What is a 403(b) Plan?
Retirement 401(k) plans are common. However, we’re going to discuss their slightly-less famous cousin, the 403(b) retirement plan here. Named after the IRS tax code, 403(b) plans are offered to employees of certain tax-exempt groups (Code Section 501(c)(3)) and public education institutions. Also, some ministers may be eligible for a 403(b), but churches have a plan of their own.
So what is a 403(b) retirement plan? Let’s go over the specifics…
What is a 403(b) Plan?
A 403(b) retirement plan lets you save money, lower your taxable income and invest your savings. When they were first created, 403(b) plans were tax-sheltered annuities, so they tend to favor annuities. Over the last several years, employers have started increasing their fund options. This gives employees a better way to diversify and pay lower fees. But securities such as stock and real estate investment funds (REITs) aren’t allowed. It’s important to know the investment options your plan offers in order to make the best investing decisions.
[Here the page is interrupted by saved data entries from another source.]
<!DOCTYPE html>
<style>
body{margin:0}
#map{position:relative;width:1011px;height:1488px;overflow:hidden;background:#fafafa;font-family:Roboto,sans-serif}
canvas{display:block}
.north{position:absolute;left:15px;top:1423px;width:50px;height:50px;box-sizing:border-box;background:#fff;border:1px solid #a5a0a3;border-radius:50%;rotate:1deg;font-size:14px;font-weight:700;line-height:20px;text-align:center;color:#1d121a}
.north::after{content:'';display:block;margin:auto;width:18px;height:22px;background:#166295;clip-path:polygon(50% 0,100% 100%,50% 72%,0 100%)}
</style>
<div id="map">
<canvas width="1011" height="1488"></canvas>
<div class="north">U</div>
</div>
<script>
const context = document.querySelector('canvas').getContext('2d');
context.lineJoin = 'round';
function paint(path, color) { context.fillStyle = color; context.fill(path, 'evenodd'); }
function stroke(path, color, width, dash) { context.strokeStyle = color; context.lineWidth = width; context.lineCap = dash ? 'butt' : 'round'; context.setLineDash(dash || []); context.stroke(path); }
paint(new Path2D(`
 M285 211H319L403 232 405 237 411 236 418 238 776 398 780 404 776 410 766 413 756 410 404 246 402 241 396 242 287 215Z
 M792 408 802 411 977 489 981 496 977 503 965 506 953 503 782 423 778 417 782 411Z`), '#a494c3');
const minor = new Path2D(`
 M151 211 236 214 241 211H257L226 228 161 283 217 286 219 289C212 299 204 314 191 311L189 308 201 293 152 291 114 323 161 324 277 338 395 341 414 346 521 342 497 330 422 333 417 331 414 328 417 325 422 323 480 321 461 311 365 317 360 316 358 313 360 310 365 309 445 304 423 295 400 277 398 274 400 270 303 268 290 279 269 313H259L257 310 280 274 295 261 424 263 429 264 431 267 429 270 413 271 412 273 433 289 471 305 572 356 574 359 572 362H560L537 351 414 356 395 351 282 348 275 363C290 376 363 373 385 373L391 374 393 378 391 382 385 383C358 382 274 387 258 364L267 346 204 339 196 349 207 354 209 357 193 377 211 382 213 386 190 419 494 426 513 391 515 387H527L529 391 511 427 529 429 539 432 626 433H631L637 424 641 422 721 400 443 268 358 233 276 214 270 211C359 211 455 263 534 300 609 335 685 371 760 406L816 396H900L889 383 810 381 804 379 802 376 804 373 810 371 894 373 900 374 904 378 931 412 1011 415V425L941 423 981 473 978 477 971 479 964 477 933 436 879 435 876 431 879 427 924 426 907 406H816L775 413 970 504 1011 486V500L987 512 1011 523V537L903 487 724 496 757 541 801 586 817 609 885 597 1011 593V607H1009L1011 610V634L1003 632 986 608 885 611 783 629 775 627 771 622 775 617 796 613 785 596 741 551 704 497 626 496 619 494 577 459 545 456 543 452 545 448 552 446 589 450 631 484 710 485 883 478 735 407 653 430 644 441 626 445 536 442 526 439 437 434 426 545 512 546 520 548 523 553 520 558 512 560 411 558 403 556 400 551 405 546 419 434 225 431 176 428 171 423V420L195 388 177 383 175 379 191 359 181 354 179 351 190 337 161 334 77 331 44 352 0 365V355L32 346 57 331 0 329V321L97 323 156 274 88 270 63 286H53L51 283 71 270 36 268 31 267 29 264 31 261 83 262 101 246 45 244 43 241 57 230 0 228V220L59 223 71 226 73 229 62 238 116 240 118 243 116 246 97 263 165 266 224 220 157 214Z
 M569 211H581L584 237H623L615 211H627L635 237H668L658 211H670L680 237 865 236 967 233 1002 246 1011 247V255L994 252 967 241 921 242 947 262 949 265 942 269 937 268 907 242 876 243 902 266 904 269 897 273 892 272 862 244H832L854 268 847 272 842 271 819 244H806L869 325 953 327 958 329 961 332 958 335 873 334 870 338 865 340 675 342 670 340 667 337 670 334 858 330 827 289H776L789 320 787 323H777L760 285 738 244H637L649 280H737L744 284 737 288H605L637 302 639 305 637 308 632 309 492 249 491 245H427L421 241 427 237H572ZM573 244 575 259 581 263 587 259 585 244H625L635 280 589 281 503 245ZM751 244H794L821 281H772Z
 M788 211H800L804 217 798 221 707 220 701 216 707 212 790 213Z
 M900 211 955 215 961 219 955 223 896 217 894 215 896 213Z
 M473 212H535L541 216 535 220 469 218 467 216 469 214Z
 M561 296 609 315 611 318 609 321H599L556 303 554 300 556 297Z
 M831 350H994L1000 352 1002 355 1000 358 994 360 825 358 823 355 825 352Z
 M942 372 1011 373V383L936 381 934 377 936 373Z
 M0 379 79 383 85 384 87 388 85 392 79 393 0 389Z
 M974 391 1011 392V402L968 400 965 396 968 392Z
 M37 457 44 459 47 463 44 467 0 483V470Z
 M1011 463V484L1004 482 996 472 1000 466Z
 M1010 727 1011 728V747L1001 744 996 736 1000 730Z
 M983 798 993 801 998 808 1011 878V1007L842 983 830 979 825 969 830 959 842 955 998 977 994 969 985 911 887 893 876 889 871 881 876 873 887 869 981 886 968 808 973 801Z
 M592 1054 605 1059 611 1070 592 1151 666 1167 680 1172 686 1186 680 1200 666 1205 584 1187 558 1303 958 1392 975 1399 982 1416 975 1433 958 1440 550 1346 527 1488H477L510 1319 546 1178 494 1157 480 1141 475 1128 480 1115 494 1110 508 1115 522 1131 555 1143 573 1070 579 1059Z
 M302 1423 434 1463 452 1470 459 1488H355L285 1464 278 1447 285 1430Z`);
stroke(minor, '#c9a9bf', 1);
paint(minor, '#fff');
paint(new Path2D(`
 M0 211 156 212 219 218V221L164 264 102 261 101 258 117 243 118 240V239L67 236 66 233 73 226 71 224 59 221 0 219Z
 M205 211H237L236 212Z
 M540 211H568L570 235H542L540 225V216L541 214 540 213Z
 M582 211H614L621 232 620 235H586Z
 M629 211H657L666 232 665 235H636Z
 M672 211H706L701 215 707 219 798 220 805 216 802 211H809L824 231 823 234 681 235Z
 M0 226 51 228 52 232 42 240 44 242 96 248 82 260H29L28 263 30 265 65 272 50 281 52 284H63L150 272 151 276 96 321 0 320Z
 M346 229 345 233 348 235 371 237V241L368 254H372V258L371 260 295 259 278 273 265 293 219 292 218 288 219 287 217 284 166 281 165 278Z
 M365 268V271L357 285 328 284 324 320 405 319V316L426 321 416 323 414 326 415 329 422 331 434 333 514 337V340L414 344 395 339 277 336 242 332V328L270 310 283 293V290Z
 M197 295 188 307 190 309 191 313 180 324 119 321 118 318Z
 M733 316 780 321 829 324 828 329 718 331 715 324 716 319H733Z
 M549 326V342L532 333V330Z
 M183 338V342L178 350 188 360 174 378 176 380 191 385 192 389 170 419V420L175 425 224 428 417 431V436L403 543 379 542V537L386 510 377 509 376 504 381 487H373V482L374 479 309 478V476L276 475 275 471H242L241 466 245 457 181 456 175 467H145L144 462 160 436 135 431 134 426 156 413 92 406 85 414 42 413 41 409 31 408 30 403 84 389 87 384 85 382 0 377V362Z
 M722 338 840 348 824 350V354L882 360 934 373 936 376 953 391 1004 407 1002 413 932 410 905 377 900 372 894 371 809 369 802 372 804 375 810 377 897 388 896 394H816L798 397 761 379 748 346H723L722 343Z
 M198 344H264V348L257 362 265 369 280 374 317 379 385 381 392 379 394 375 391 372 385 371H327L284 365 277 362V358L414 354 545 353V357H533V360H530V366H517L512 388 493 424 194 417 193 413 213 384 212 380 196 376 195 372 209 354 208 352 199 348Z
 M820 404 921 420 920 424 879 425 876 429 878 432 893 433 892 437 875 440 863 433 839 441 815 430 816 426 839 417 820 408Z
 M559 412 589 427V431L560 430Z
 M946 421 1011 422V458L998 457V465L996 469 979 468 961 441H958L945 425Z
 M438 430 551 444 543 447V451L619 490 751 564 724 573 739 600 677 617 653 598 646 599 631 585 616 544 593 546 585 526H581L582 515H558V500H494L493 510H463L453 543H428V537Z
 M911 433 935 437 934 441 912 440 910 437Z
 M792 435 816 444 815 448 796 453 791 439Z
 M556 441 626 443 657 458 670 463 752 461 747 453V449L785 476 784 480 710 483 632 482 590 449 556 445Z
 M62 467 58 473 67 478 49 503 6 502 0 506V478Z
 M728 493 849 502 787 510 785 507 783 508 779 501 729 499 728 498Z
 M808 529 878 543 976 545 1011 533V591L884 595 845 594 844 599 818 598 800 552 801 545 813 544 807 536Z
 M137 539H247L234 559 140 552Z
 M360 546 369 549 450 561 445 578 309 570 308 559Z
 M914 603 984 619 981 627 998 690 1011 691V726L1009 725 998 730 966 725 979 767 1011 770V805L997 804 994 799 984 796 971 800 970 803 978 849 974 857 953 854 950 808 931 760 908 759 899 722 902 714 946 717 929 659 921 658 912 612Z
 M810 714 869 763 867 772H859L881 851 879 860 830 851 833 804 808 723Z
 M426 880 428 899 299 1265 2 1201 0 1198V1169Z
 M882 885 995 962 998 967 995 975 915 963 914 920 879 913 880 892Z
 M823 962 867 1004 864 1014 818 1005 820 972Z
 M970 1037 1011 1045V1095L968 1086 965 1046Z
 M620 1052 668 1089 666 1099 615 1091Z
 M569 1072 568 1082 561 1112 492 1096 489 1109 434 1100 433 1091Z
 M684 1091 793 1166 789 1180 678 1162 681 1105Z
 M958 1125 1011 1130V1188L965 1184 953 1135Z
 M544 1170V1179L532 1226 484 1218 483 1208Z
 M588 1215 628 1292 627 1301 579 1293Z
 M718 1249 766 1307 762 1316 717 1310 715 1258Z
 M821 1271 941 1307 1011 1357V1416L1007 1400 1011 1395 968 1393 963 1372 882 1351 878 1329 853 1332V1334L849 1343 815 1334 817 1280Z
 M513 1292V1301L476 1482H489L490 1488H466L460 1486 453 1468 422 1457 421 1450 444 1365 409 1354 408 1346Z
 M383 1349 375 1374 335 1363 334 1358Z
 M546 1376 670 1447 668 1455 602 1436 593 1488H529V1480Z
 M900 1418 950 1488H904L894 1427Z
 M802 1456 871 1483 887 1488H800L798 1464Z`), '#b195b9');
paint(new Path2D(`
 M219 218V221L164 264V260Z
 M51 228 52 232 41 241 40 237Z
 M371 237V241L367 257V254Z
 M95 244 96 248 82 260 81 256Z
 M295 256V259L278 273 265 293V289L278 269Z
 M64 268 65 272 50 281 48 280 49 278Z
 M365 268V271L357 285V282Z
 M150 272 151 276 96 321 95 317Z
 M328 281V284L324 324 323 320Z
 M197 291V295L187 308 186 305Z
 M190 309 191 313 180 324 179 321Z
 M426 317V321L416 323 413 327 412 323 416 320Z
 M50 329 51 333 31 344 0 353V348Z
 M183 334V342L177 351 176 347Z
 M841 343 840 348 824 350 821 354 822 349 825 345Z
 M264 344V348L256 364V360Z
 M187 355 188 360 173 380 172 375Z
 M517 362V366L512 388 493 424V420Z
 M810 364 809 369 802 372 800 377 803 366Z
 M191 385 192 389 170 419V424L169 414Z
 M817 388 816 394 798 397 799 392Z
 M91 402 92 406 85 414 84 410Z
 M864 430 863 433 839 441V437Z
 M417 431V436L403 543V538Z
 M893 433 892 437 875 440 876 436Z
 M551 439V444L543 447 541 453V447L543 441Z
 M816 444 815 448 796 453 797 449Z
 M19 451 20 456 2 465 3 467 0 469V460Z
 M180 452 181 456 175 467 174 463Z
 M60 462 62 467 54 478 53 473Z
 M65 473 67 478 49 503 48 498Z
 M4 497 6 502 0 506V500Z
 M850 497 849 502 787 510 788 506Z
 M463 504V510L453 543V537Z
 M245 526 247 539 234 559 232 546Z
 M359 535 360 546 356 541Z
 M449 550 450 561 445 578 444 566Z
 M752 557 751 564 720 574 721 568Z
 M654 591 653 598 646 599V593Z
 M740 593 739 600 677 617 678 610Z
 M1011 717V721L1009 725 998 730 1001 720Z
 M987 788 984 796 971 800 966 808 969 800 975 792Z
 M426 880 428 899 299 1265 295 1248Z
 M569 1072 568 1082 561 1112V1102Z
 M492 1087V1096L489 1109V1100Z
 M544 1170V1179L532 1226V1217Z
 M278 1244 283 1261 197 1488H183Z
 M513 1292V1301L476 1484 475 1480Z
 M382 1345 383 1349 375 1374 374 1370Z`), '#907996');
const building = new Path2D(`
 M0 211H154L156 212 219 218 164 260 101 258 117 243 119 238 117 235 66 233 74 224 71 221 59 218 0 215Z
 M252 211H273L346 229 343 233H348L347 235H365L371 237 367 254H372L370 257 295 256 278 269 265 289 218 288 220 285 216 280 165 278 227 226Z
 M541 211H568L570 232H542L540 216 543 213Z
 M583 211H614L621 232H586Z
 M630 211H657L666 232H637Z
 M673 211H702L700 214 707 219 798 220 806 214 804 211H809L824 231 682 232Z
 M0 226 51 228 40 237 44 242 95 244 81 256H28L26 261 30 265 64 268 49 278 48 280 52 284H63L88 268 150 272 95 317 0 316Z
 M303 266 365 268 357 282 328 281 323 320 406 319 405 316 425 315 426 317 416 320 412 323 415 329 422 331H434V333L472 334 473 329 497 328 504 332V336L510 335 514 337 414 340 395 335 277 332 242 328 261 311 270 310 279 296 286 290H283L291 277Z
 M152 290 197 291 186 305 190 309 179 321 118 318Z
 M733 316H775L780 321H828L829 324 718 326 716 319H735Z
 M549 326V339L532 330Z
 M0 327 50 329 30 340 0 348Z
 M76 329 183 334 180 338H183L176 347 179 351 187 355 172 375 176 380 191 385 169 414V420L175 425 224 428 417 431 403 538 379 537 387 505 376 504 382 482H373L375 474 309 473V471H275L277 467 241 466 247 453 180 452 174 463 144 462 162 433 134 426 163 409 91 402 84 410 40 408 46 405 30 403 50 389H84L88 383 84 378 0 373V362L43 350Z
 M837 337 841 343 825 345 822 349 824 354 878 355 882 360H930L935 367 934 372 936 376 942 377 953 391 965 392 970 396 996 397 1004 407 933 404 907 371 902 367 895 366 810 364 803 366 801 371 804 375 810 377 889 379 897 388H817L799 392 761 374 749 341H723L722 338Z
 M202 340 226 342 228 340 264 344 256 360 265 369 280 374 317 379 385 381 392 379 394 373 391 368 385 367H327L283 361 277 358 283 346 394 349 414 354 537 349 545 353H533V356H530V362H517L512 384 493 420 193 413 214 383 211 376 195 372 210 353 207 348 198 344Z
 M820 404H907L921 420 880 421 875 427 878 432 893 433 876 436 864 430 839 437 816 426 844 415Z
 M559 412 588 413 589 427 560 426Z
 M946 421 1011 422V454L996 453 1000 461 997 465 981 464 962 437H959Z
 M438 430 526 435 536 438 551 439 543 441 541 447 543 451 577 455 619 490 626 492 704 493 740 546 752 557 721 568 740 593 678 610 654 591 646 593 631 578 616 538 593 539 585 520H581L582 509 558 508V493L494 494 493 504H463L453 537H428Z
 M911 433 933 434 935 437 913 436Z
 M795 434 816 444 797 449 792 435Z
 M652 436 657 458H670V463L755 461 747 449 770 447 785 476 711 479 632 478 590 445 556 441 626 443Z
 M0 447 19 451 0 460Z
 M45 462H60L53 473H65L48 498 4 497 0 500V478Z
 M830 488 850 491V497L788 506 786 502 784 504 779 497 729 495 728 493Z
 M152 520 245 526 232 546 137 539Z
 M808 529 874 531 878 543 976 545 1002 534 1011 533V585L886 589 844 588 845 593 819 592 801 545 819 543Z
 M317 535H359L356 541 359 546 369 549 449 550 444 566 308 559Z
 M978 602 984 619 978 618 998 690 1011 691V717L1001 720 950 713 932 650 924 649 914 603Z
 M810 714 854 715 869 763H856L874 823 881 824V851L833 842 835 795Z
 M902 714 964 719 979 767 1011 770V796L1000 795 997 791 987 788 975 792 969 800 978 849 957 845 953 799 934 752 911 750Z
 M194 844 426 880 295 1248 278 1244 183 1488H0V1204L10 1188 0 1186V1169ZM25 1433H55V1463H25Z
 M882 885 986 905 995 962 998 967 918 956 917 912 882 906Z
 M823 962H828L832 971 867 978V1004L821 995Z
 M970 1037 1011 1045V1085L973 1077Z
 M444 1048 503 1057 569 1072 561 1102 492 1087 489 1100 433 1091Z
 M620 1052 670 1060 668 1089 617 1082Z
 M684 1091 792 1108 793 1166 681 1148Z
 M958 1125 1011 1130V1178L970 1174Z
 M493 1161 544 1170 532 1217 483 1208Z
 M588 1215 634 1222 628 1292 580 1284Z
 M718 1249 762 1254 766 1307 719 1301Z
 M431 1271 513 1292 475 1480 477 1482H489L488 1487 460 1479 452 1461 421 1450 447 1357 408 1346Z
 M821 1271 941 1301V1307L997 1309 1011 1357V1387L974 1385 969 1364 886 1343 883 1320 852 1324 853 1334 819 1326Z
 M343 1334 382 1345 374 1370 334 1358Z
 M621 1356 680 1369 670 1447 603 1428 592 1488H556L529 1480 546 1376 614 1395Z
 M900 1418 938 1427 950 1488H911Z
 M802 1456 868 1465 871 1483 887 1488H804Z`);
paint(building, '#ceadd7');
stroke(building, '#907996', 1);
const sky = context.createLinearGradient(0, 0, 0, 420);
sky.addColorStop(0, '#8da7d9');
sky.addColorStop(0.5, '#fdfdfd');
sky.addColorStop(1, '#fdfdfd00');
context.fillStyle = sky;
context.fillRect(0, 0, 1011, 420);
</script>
Most 403(b) plan contributions are pretax. This means money goes into your 403(b) before the IRS deducts taxes. With pretax contributions, your current taxable income can decrease. Then you pay tax when you withdraw the funds later in life. On the other hand, Roth 403(b) contributions – like a Roth IRA – are post-tax. You pay taxes up front but the distributions in retirement are tax-free. Your investment earnings also grow tax-free which means more money for you.
A 403(b) plan has a set contribution limit determined by the IRS. This means an employee cannot contribute any amount over the limit during a given year. Year-to-year limits can change to take inflation into consideration.
Employee Contributions. For 2021, the employee contribution limit is $19,500, which is the same as the 2020 limit. Once you reach the age of 50, you can contribute an additional amount to “catch up.” In 2020, the addition increased to $6,500 from $6,000. It remains at $6,500 for 2021.
With a 403(b) plan, employees usually get another bonus when it comes to their contributions. After 15 years of service with the same employer, workers can contribute an extra $3,000 for up to five years. This means you get to contribute a total of $15,000 more! And you don’t have to be 50 years old to take advantage of this opportunity.
Additionally, most 403(b) plans vest funds over a shorter period of time than 401(k) plans, and sometimes the funds are vested immediately. Vested funds are money you own. You’re entitled to them if you leave.
Employer Contributions. Most 403(b) plans don’t have employer contribution matching because it’s not required. However, if your employer does offer contribution matching, there is a combined contribution limit. It’s the lesser of:
- $58,000 for 2021, an increase from the 2020 limit of $57,000, or
- 100% of the employee’s yearly salary
Fun Fact: If employers offer contribution matching, they can contribute to a former employee’s plan. They can contribute up to five years after the employee’s severance date.
Employee Retirement Income Security Act (ERISA)
Established in 1974, ERISA set standards for most retirement and health plans. The idea is to help protect individuals who take part in these plans. If an employer does not offer contribution matching, they are not required to follow ERISA rules.
This can be a problem because 403(b) plans are exempt from non-discrimination testing (NDT). NDT checks to see if highly compensated or key employees are receiving unfair amounts of benefits compared with other employees. All employees should have equal opportunities and access to benefits.
But that isn’t the only issue with non-ERISA plans. ERISA plans, such as a 401(k), fall under the anti-alienation clause. This states that funds deposited in plans are held by the employer. It also means the employee cannot give the funds away and their rights to the benefits are protected. Without ERISA, a 403(b) isn’t protected from creditors, lawsuits or bankruptcy.
For a 403(b) plan, there are five ways to qualify for a distribution without facing penalties.
- 59½ years of age
- Separated from employer
- Experiencing financial hardship
If you are not 59½ years old when you take a distribution, you will face a 10% penalty. This applies to most retirement plans. The only way to avoid the penalty is if the distribution is one of the other qualified reasons listed above. For more specific information, check the IRS early distribution exceptions.